You are viewing a plain text version of this content. The canonical link for it is here.
Posted to commits@spark.apache.org by an...@apache.org on 2015/01/24 04:28:03 UTC
spark git commit: [SPARK-5351][GraphX] Do not use
Partitioner.defaultPartitioner as a partitioner of EdgeRDDImp...
Repository: spark
Updated Branches:
refs/heads/master cef1f092a -> e224dbb01
[SPARK-5351][GraphX] Do not use Partitioner.defaultPartitioner as a partitioner of EdgeRDDImp...

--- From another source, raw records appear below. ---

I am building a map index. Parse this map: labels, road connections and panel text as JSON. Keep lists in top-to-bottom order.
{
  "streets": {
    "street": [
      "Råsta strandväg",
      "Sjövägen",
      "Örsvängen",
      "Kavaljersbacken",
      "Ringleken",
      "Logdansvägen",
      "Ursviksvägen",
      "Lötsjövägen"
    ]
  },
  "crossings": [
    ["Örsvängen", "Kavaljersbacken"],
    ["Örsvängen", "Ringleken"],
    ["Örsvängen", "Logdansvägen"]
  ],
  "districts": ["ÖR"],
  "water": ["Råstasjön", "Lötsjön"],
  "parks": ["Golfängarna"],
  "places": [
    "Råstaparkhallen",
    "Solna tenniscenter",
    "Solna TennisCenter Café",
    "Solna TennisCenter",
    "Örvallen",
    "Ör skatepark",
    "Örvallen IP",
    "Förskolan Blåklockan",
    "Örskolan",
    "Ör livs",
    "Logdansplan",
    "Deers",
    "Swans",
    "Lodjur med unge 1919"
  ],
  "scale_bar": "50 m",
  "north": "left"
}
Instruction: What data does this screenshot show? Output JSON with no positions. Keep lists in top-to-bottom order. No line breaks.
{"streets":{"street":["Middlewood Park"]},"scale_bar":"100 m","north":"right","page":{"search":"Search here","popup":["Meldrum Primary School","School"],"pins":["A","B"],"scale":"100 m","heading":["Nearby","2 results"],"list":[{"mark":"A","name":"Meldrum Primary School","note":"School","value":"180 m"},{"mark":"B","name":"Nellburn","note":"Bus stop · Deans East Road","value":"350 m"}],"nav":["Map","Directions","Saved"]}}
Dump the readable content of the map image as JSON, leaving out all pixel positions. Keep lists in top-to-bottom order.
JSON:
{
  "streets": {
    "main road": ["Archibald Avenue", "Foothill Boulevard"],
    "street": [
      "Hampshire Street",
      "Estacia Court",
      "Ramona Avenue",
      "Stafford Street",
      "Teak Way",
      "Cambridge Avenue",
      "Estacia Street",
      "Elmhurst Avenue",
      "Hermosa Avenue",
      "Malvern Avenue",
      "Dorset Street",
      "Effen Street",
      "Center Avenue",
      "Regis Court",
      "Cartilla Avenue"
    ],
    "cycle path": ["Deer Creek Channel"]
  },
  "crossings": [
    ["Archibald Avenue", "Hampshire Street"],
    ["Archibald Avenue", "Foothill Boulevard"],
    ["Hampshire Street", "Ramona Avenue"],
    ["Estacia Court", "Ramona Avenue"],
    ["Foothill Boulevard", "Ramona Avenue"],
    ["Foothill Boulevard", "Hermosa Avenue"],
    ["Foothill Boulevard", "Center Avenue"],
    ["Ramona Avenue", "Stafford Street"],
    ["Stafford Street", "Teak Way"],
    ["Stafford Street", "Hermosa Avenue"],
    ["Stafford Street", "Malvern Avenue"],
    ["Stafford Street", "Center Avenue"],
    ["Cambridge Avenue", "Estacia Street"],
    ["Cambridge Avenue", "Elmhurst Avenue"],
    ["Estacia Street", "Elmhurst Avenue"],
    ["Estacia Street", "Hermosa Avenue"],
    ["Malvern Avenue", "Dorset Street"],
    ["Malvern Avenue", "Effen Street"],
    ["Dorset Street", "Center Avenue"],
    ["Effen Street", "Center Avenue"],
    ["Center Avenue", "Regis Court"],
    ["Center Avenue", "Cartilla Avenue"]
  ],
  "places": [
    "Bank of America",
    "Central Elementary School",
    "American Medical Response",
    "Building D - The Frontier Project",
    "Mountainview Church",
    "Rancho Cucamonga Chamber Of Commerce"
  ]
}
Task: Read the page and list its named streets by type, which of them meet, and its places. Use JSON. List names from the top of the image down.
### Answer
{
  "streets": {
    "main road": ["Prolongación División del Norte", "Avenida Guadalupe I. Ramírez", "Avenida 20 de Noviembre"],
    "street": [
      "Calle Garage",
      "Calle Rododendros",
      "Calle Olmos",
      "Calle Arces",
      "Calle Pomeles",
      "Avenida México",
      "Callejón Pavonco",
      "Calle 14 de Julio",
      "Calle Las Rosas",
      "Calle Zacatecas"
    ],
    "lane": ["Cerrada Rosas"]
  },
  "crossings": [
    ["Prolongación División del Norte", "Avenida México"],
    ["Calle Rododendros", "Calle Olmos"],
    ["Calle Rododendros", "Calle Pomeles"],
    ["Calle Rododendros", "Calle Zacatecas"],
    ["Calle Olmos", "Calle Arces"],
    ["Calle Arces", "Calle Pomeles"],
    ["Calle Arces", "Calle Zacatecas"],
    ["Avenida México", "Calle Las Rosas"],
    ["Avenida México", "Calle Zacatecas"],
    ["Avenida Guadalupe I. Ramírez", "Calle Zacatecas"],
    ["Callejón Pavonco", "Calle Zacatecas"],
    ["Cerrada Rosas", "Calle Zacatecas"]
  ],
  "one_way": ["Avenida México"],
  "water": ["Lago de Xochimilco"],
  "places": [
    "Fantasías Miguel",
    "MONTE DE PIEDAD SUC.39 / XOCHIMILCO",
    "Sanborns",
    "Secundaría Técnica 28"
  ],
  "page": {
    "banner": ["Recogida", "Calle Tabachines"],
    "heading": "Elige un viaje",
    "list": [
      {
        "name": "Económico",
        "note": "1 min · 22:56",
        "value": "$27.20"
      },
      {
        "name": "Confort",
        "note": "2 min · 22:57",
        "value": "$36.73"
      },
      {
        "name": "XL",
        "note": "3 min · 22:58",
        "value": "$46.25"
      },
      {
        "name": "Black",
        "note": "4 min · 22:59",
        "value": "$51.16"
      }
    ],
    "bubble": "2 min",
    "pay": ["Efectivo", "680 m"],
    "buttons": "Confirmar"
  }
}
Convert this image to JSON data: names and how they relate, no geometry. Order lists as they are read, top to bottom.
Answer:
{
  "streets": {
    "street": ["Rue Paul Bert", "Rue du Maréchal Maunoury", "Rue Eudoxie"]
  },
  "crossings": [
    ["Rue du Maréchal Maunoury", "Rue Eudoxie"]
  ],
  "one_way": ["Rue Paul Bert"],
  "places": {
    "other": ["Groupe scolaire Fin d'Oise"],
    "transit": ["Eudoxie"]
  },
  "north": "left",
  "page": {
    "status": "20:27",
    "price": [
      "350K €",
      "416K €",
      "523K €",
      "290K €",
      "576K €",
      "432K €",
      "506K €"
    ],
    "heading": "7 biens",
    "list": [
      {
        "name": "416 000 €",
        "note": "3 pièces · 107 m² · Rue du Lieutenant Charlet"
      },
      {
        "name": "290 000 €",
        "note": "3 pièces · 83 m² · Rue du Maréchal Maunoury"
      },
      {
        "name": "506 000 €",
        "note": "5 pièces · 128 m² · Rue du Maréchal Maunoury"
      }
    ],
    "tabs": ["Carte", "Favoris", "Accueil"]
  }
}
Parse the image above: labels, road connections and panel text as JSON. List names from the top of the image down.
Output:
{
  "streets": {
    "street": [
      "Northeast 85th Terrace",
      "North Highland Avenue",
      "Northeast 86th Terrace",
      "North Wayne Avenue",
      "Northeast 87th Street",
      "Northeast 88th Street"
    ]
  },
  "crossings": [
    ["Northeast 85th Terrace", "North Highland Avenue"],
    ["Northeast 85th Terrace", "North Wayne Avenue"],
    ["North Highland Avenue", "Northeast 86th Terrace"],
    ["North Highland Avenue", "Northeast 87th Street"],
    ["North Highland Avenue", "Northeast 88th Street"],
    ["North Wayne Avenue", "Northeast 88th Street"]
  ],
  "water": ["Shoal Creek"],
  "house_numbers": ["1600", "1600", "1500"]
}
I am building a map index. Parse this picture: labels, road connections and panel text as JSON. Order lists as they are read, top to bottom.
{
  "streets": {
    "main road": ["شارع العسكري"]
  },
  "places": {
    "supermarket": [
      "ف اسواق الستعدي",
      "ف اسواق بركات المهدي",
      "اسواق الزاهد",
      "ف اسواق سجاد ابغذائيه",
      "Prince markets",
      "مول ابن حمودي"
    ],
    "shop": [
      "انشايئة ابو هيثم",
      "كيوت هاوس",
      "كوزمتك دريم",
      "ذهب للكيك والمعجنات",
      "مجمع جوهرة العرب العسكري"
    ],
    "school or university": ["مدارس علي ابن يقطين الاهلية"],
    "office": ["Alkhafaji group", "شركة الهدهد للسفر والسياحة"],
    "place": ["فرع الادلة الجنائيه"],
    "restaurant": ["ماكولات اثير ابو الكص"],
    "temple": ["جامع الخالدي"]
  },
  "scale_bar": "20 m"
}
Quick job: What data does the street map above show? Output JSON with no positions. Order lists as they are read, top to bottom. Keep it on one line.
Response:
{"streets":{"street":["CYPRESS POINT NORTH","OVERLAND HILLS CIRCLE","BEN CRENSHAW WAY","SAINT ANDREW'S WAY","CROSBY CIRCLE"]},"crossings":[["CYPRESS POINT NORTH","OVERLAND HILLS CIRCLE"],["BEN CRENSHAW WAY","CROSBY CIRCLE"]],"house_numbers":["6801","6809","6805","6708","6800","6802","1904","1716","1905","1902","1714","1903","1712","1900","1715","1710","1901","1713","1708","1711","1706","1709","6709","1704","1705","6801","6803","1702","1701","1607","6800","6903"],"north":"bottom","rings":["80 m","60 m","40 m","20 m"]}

If the value of 'spark.default.parallelism' does not match the number of partitoins in EdgePartition(EdgeRDDImpl),
the following error occurs in ReplicatedVertexView.scala:72;
object GraphTest extends Logging {
def run[VD: ClassTag, ED: ClassTag](graph: Graph[VD, ED]): VertexRDD[Int] = {
graph.aggregateMessages(
ctx => {
ctx.sendToSrc(1)
ctx.sendToDst(2)
},
_ + _)
}
}
val g = GraphLoader.edgeListFile(sc, "graph.txt")
val rdd = GraphTest.run(g)
java.lang.IllegalArgumentException: Can't zip RDDs with unequal numbers of partitions
at org.apache.spark.rdd.ZippedPartitionsBaseRDD.getPartitions(ZippedPartitionsRDD.scala:57)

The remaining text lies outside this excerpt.